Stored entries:
───
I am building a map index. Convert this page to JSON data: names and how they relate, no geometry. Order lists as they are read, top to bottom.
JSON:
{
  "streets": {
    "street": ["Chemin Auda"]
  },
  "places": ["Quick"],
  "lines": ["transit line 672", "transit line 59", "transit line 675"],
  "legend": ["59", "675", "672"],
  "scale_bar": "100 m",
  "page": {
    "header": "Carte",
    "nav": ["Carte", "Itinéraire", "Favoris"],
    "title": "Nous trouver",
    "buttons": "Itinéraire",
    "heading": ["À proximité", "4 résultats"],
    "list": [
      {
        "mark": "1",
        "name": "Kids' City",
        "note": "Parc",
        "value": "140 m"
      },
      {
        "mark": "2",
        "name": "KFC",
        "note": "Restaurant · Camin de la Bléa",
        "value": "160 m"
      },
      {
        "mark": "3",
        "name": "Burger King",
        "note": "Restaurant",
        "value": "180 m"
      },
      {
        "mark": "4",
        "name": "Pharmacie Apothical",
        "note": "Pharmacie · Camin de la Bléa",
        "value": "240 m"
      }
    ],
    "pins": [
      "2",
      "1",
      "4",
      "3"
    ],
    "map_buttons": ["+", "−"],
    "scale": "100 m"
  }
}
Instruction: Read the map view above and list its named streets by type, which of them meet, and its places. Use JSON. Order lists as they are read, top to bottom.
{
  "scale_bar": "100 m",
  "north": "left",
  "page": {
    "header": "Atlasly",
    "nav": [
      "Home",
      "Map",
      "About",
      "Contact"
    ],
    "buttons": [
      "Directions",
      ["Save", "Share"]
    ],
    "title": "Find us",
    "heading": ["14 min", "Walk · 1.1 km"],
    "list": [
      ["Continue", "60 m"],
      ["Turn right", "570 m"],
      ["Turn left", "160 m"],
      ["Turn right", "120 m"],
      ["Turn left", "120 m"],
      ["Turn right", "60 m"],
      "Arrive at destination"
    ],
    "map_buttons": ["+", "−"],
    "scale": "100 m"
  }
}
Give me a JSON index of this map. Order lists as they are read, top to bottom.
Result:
───
Your goal: Among the lines above, find the ones containing "index" and copy them.

Task result:
I am building a map index. Convert this page to JSON data: names and how they relate, no geometry. Order lists as they are read, top to bottom.
Give me a JSON index of this map. Order lists as they are read, top to bottom.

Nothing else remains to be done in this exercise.